Habituellement, quand on parle d’un sport avec un athlète, on lui donne rendez-vous dans un gymnase, une salle d’entraînement ou lors d’une compétition. Pas pour le chessboxing. En France, il n’existe pour l’instant qu’une poignée de clubs, à Paris, Montbéliard ou Toulouse, consacrés à cette discipline.
C’est donc logiquement à son domicile, à La Rochelle, que Wilfried Hoareau, 44 ans, nous reçoit. Sur la table du salon, un échiquier. À l’origine pourtant, ce Réunionnais par sa grand-mère et Malgache par son père est plus porté sur les coups de poing que sur les coups de pions. Cet ancien boxeur a en effet pratiqué pendant une vingtaine d’années les boxes française, anglaise et thaï, en compétition et lors de championnats nationaux.
Au moment où il a mis fin à sa carrière, difficile de raccrocher les gants, surtout qu’il a entendu parler d’un nouveau sport qui suscite sa curiosité : le chessboxing.
Victoire par KO ou échec et mat
De l’anglais chess qui veut dire échecs, boxing qui signifie boxer, cette discipline se déroule sur un ring où s’affrontent deux adversaires lors d’un match de plusieurs rounds, 11 au maximum. Ils commencent toujours par les échecs pendant trois minutes, puis mettent les gants pour se battre selon les règles de la boxe anglaise pendant trois minutes.
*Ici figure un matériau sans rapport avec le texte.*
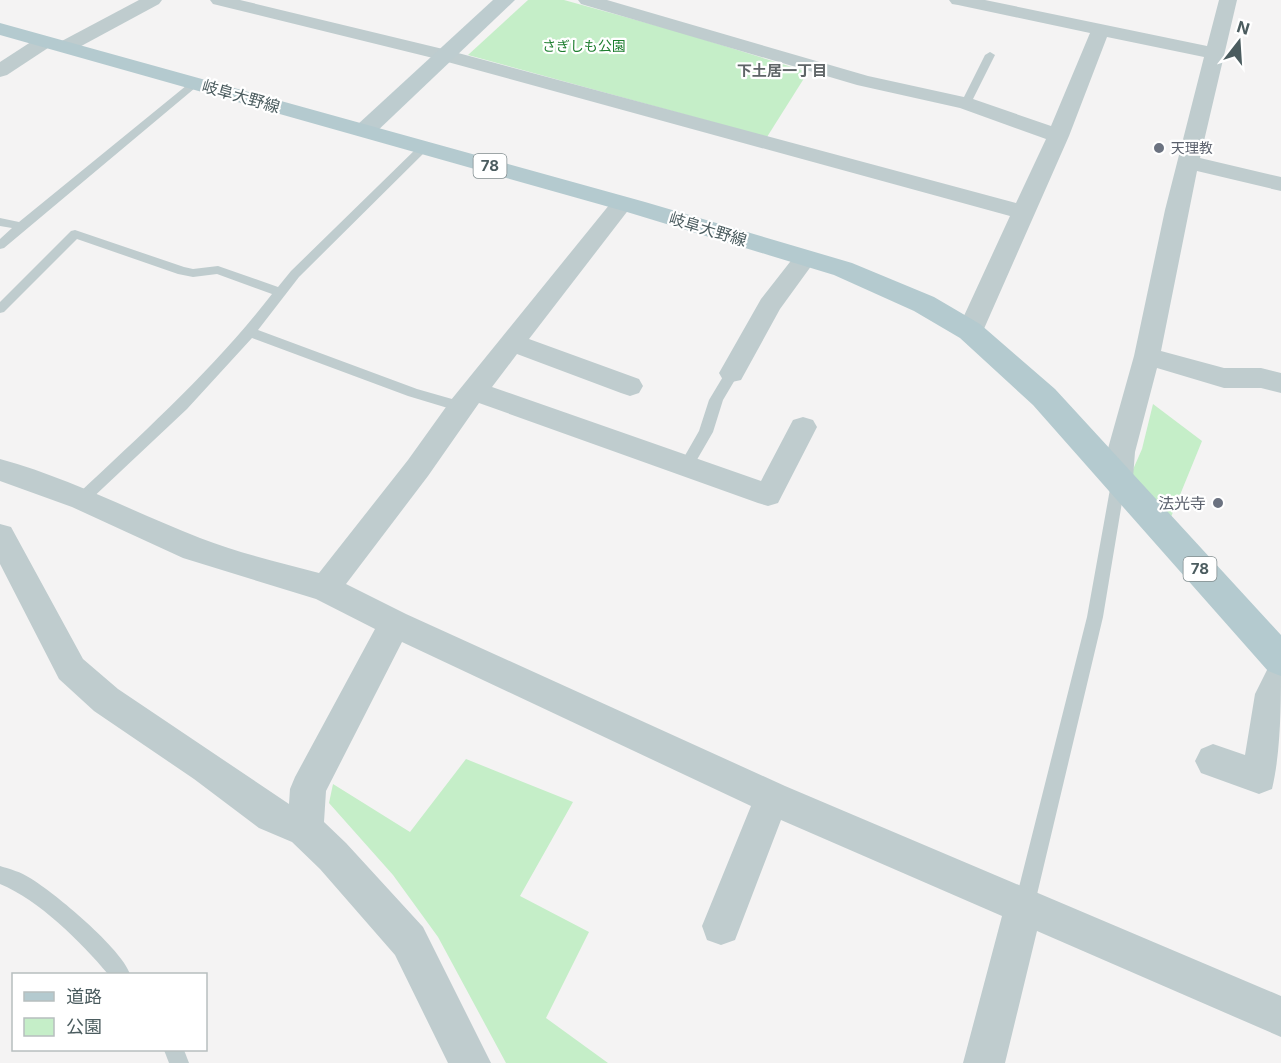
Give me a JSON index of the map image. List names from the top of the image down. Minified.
{"streets":{"main road":["岐阜大野線","78"]},"districts":["下土居一丁目"],"parks":["さぎしも公園"],"places":["天理教","法光寺"],"legend":["道路","公園"],"north":"top"}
Puis ils s’assoient à nouveau devant l’échiquier pendant trois minutes, et ainsi de suite.
Le combat se gagne soit par KO, soit par échec et mat, soit à la pendule c’est-à-dire lorsqu’un compétiteur a utilisé tout le temps imparti avant la fin du match, comme le montre cette vidéo de Tout Le Sport réalisée en novembre 2018 lors d'une soirée événement à Paris :
"Quand j’avais vu ça, j’avais trouvé ça super comme idée, s’exclame Wilfried. C’est vrai que quelque part, les deux sont un peu liés, parce que les échecs, c‘est un peu un jeu de guerre sur un plateau carré, une sorte de ring… Et la boxe, on se mesure physiquement. On se mesure physiquement et intellectuellement."
"Froid Équateur"
Une idée sortie tout droit... d’une BD ! Le chessboxing a en effet été inventé par l’auteur de bande dessinée et réalisateur Enki Bilal, dans son album Froid Équateur, paru en 1992. Voici comment il imaginait alors ce sport dans ses planches :
Quelques années plus tard, un artiste néerlandais, Iepe Rubingh, a fait de cette fiction une pratique bien réelle, quoique beaucoup moins violente, et a même créé une organisation internationale régissant ce sport, la World Chess Boxing Organisation (WCBO).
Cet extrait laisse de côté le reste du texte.